>>>

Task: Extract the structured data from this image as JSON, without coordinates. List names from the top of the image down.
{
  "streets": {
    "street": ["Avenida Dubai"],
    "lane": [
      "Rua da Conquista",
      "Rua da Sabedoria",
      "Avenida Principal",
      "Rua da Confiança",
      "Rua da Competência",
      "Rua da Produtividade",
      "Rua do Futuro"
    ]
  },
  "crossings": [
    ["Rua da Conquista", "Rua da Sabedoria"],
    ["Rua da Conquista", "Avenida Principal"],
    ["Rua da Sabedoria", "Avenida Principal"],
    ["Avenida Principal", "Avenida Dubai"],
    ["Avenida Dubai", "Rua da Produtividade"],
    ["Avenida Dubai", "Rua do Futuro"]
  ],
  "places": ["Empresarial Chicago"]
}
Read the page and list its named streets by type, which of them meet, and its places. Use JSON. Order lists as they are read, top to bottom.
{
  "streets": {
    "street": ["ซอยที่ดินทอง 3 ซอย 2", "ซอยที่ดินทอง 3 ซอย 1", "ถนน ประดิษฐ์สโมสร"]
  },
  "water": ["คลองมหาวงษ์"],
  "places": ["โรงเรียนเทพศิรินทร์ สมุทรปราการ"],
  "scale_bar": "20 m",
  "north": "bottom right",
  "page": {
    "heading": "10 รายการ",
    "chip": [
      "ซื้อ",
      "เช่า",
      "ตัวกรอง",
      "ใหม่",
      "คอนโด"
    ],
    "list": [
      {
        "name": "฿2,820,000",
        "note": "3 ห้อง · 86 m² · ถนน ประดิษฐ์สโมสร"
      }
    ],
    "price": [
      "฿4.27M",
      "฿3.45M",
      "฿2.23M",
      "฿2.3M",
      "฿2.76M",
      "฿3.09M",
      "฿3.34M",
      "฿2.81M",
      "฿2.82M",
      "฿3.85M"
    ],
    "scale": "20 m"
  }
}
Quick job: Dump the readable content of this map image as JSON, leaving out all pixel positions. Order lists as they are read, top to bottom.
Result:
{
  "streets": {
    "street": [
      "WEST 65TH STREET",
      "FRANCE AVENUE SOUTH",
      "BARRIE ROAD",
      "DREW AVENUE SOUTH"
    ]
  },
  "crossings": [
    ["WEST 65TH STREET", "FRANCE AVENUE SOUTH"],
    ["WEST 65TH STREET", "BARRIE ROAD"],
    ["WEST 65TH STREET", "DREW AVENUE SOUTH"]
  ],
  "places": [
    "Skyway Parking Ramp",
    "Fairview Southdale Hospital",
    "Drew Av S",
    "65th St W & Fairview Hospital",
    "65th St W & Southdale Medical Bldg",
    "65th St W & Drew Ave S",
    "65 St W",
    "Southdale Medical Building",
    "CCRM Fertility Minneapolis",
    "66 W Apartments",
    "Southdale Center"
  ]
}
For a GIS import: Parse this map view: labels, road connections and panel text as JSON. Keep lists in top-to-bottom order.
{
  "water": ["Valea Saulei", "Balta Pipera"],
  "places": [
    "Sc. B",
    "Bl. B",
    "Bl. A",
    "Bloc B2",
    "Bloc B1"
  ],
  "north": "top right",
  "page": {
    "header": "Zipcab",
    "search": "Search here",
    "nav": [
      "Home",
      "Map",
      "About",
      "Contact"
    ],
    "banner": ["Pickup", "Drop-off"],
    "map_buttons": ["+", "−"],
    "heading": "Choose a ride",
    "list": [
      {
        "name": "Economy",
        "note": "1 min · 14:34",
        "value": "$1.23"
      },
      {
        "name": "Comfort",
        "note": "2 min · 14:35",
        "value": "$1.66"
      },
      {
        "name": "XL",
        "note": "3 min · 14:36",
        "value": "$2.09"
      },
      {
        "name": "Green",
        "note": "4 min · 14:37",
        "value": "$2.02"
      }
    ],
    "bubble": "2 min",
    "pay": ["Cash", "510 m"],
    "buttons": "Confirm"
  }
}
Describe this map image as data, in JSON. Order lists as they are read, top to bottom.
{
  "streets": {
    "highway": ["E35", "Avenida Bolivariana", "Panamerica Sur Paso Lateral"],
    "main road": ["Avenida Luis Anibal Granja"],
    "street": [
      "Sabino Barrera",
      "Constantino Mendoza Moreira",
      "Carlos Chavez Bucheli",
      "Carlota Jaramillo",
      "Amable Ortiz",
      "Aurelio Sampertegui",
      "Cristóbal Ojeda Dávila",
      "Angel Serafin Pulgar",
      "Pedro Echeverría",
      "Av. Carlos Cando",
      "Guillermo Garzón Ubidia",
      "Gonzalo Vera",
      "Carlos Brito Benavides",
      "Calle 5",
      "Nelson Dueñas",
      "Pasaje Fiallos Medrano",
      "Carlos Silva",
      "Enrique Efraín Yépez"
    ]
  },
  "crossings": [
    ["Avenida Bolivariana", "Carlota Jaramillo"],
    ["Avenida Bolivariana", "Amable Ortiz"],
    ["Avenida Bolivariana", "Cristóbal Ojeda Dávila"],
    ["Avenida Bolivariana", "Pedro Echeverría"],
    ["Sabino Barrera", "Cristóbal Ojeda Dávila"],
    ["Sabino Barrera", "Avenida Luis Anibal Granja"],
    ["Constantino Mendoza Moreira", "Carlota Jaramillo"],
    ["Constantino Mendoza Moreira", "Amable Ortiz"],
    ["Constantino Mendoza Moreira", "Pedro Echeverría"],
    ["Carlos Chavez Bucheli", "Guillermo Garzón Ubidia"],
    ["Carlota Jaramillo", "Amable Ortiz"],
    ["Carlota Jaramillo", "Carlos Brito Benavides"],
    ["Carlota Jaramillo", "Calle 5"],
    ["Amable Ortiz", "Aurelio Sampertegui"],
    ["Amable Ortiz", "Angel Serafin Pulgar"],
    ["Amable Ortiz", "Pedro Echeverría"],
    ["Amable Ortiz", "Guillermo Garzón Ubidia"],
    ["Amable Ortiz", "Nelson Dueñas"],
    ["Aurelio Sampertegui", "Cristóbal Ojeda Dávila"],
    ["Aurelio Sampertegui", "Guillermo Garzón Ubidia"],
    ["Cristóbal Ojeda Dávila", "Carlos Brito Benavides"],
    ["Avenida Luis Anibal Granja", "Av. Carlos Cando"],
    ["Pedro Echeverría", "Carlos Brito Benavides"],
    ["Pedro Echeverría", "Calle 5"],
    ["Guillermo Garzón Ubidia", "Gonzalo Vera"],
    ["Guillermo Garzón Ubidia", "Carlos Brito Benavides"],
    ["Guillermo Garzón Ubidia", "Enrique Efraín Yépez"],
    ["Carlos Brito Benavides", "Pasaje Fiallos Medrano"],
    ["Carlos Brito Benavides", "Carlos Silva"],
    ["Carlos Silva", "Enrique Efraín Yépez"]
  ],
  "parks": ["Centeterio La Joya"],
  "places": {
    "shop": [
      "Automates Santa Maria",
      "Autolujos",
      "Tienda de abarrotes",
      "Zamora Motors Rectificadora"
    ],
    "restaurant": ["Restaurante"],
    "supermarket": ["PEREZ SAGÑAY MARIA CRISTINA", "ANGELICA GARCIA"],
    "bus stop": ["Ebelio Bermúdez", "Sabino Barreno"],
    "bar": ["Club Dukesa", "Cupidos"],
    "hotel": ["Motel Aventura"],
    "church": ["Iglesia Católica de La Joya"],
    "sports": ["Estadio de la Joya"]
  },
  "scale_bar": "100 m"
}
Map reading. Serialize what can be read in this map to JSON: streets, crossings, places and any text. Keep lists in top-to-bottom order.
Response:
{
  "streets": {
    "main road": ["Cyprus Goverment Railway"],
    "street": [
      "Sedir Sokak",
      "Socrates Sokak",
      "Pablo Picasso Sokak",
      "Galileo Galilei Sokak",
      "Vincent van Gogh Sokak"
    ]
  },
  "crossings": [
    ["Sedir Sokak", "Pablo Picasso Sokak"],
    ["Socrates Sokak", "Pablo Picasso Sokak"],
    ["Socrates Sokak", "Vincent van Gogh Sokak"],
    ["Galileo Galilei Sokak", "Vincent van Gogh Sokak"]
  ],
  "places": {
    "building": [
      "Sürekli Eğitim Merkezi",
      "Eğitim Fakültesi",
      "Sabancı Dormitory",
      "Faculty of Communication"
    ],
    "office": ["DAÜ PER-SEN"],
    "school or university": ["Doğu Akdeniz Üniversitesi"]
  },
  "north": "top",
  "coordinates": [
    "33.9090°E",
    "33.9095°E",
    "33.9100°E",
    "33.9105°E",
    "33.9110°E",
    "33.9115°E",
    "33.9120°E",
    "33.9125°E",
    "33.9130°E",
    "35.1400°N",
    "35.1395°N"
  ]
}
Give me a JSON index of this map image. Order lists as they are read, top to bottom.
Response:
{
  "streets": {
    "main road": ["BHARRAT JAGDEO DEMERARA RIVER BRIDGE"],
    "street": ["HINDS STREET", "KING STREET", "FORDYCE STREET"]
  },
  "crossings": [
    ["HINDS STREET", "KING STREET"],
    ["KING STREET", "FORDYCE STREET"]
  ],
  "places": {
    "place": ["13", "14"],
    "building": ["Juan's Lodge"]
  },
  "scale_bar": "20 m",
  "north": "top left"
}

<<<

WORK TO COMPLETE :: Read through the data above. Report each line that has the word "main".

TASK ANSWER ::
    "main road": ["Avenida Luis Anibal Granja"],
    "main road": ["Cyprus Goverment Railway"],
    "main road": ["BHARRAT JAGDEO DEMERARA RIVER BRIDGE"],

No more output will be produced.